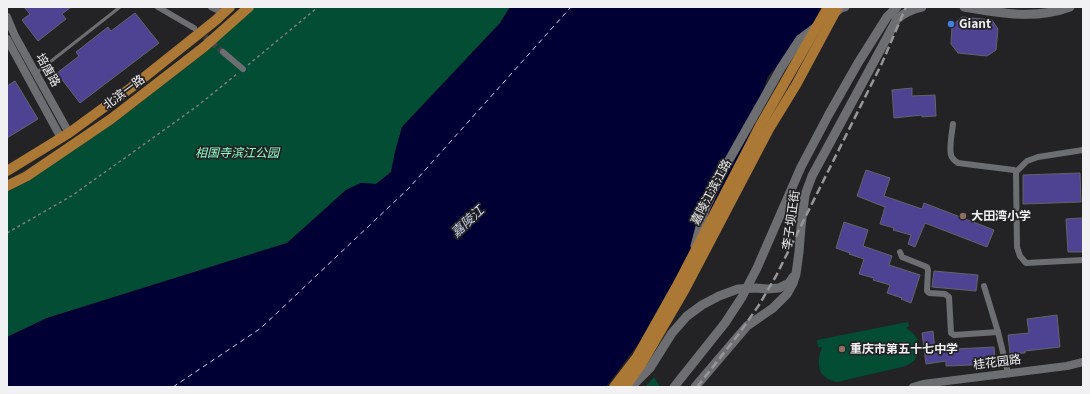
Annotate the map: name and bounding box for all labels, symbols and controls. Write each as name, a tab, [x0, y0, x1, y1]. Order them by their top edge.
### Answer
place label: Giant	[959, 14, 991, 31]
marker: Giant	[946, 19, 956, 29]
street label: 培唐路	[33, 49, 65, 89]
street label: 北滨一路	[99, 70, 147, 112]
park label: 相国寺滨江公园	[195, 143, 281, 160]
street label: 嘉陵江滨江路	[685, 156, 734, 227]
street label: 李子坝正街	[777, 189, 802, 251]
water label: 嘉陵江	[446, 199, 489, 241]
place label: 大田湾小学	[971, 206, 1031, 223]
marker: 大田湾小学	[958, 211, 968, 221]
place label: 重庆市第五十七中学	[850, 339, 958, 356]
marker: 重庆市第五十七中学	[837, 344, 847, 354]
street label: 桂花园路	[972, 349, 1022, 372]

• _TRY IT_:
Please repeat the listing precisely, excluding the pictures it contains.

• _EXPECTED ANSWER_:
Annotate the map: name and bounding box for all labels, symbols and controls. Write each as name, a tab, [x0, y0, x1, y1]. Order them by their top edge.
### Answer
place label: Giant	[959, 14, 991, 31]
marker: Giant	[946, 19, 956, 29]
street label: 培唐路	[33, 49, 65, 89]
street label: 北滨一路	[99, 70, 147, 112]
park label: 相国寺滨江公园	[195, 143, 281, 160]
street label: 嘉陵江滨江路	[685, 156, 734, 227]
street label: 李子坝正街	[777, 189, 802, 251]
water label: 嘉陵江	[446, 199, 489, 241]
place label: 大田湾小学	[971, 206, 1031, 223]
marker: 大田湾小学	[958, 211, 968, 221]
place label: 重庆市第五十七中学	[850, 339, 958, 356]
marker: 重庆市第五十七中学	[837, 344, 847, 354]
street label: 桂花园路	[972, 349, 1022, 372]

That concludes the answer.